Importing Custom Modules

HELM is a modular framework with a plug-in architecture. You can write your own implementation for run specs, clients, tokenizers, scenarios, or metrics and use them in HELM with HELM installed as a library, without needing to modify HELM itself.

In this document, a plugin means user-provided Python code that extends HELM. Practically, a plugin is a Python module that either:

defines classes that HELM can load by fully-qualified name (e.g., my_pkg.my_metric.CustomMetric), and/or
registers run specs when the module is imported (via a decorator).

This guide explains:

how Python importability affects HELM
how HELM discovers custom code
your options for loading plugin modules
a complete end-to-end example using Python entry points (recommended)

Making your code importable (Python basics)

HELM will only be able to use custom code that can be imported by Python. In this guide, there are two main ways to make your code importable:

Install it as a Python package (optionally in editable mode).
Add a directory to PYTHONPATH so Python searches it for modules.

Add the current working directory to PYTHONPATH

If the custom code lives in a Python module under the current working directory, you may need to modify PYTHONPATH to make that module importable.

This is required because Python does not add the current working directory to the Python module search path when using command line commands / Python entry points such as helm-run. See Python’s documentation for more details.

For example, suppose you implemented a custom Client subclass named MyClient in the my_client.py file under your current working directory, and you have a ClientSpec specifying the class_name as my_client.MyClient.

To make your file importable by Python, you have to add . to your PYTHONPATH so that Python will search in your current working directory for your custom Python modules.

In Bash, you can do this by running export PYTHONPATH=".:$PYTHONPATH" before running helm-run, or by prefixing helm-run with PYTHONPATH=".:$PYTHONPATH".

Put your custom code in a Python package

If your custom code is located in a Python package, you can simply install your package (optionally in editable mode) and it will automatically be importable by Python. Be sure to install your Python package in the same Python environment as HELM.
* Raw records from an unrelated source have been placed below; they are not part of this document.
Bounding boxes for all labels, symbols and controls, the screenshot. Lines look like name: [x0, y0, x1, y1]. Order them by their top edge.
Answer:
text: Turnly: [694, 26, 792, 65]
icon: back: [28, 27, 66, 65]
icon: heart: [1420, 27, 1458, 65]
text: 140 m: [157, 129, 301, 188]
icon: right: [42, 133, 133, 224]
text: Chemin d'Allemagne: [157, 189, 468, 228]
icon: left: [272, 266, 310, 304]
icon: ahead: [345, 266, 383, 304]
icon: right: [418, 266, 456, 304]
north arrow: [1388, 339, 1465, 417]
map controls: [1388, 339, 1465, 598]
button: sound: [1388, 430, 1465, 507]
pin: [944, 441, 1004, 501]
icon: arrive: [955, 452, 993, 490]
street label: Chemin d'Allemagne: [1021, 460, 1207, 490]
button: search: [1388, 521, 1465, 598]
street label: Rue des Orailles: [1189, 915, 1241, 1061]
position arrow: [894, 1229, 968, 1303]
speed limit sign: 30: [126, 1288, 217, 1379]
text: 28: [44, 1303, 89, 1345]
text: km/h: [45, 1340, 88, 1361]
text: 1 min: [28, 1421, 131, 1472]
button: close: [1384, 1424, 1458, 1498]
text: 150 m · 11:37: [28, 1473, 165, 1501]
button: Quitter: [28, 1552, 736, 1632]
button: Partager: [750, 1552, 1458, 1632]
Write a Python wrapper script

If you are using a Python wrapper script that calls helm.benchmark.run.run_benchmark() instead of using helm-run, Python will automatically add the directory containing that script to the Python module search path. If your custom code lives in a Python module under that directory, it will automatically be importable by Python. See Python’s documentation for more details.

How HELM finds your code

Custom extensions generally work in one of two ways:

ObjectSpec-backed classes (loaded by class name). Clients, tokenizers, scenarios, and metrics are defined as classes. HELM loads them by:
- importing the module portion of your fully qualified name, and then
- looking up the class name you specify in the relevant ObjectSpec (e.g., ScenarioSpec, MetricSpec, ClientSpec, TokenizerSpec).
Key idea: these modules only need to be importable by Python. They do not need to be imported ahead of time.
Run specs (registered by decorator). Run specs are registered at import time via @helm.benchmark.run_spec.run_spec_function(...) and are discoverable by name when you invoke helm-run.
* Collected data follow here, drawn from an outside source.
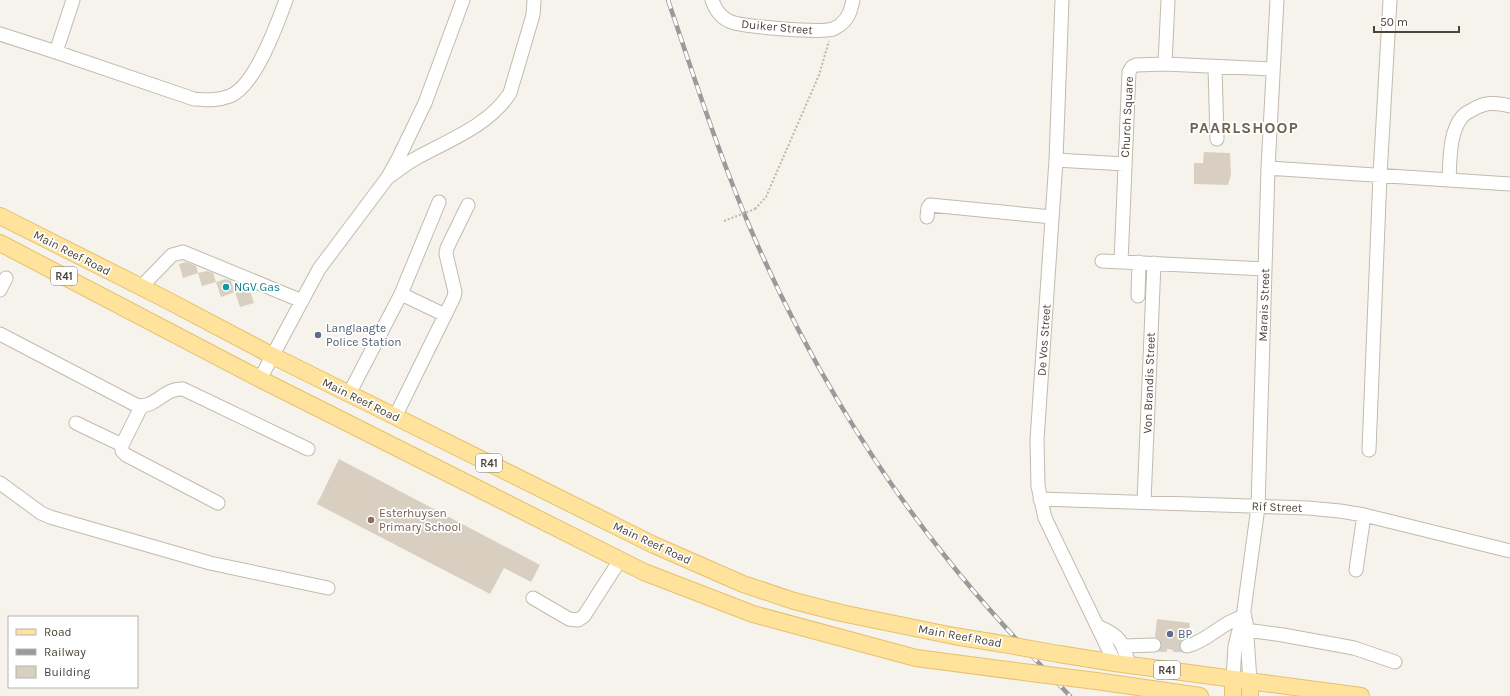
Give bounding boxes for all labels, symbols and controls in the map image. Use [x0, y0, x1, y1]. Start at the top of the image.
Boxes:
scale bar [1374, 8, 1459, 34]
text: 50 m [1380, 15, 1408, 29]
street label: Duiker Street [741, 17, 814, 37]
street label: Church Square [1118, 76, 1136, 158]
district label: PAARLSHOOP [1189, 118, 1299, 137]
street label: Main Reef Road [31, 228, 113, 278]
road number: R41 [51, 267, 77, 285]
street label: Marais Street [1256, 268, 1272, 342]
place label: NGV Gas [234, 280, 280, 294]
marker: NGV Gas [221, 282, 231, 292]
street label: De Vos Street [1035, 303, 1054, 376]
place label: Langlaagte Police Station [326, 321, 402, 349]
marker: Langlaagte Police Station [313, 330, 323, 340]
street label: Von Brandis Street [1140, 332, 1158, 434]
street label: Main Reef Road [320, 375, 402, 425]
road number: R41 [476, 454, 502, 472]
street label: Rif Street [1251, 499, 1303, 515]
place label: Esterhuysen Primary School [379, 506, 461, 534]
marker: Esterhuysen Primary School [366, 515, 376, 525]
street label: Main Reef Road [611, 519, 693, 567]
legend [8, 616, 138, 688]
street label: Main Reef Road [917, 622, 1003, 650]
text: Road [44, 625, 72, 639]
place label: BP [1178, 627, 1192, 641]
marker: BP [1165, 629, 1175, 639]
text: Railway [44, 645, 86, 659]
road number: R41 [1154, 661, 1180, 679]
text: Building [44, 665, 91, 679]

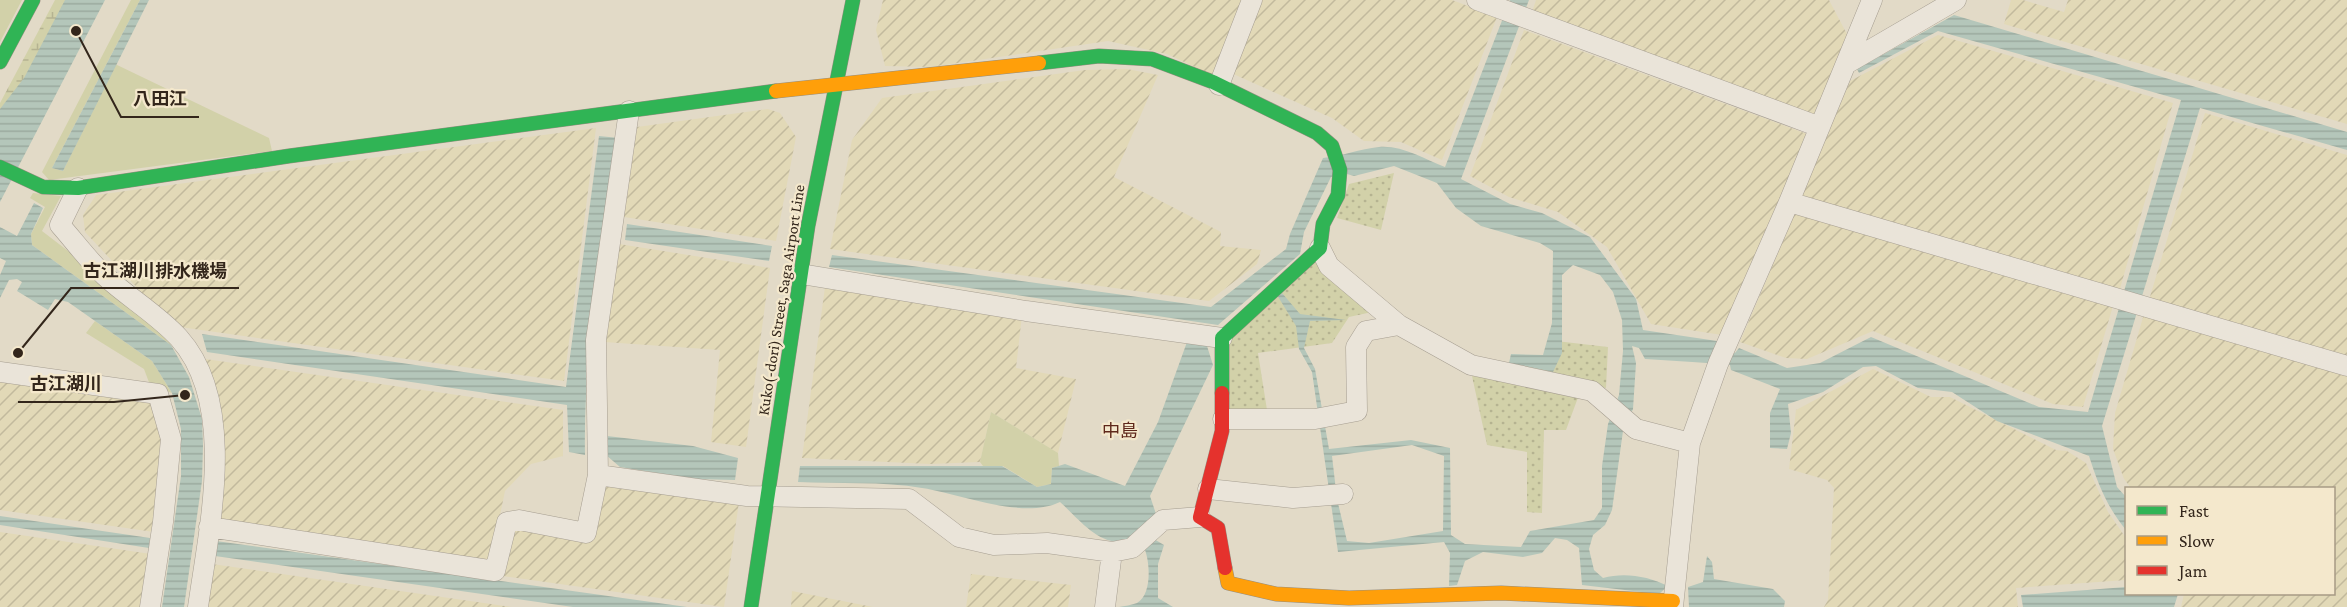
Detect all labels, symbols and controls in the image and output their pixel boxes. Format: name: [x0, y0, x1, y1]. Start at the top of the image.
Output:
callout: 八田江: [121, 81, 199, 117]
text: 八田江: [133, 89, 187, 109]
street label: Kuko(-dori) Street, Saga Airport Line: [754, 183, 809, 417]
callout: 古江湖川排水機場: [71, 252, 239, 288]
text: 古江湖川排水機場: [83, 261, 227, 281]
callout: 古江湖川: [18, 366, 114, 402]
text: 古江湖川: [30, 374, 102, 394]
district label: 中島: [1102, 421, 1138, 441]
legend: [2125, 487, 2335, 595]
text: Fast: [2179, 501, 2210, 521]
text: Slow: [2179, 531, 2215, 551]
text: Jam: [2177, 561, 2208, 581]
Key idea: the module containing the run spec function must be imported so registration code runs. Only modules that define run spec functions need to be imported for discovery.

Ways to load plugin modules

The approaches below are mostly about ensuring that modules containing run spec functions get imported (so run specs register). They may also be useful for importing other code early (for example, to fail fast on syntax errors), but only run specs require this.

1) Python entry points (recommended for reusable plugins)

If your custom code is an installable Python package, declare a helm entry-point group in your pyproject.toml:

[project.entry-points.helm]
my_plugin = "my_package.helm_plugin"

When your package is installed (e.g., as a wheel or with pip install -e .), helm-run can automatically import the entry point module.

With this method, project.entry-points.helm only needs to include modules that contain run spec functions (and any other modules you explicitly want imported up front).

2) Explicit imports via `--plugins` (best for quick experiments)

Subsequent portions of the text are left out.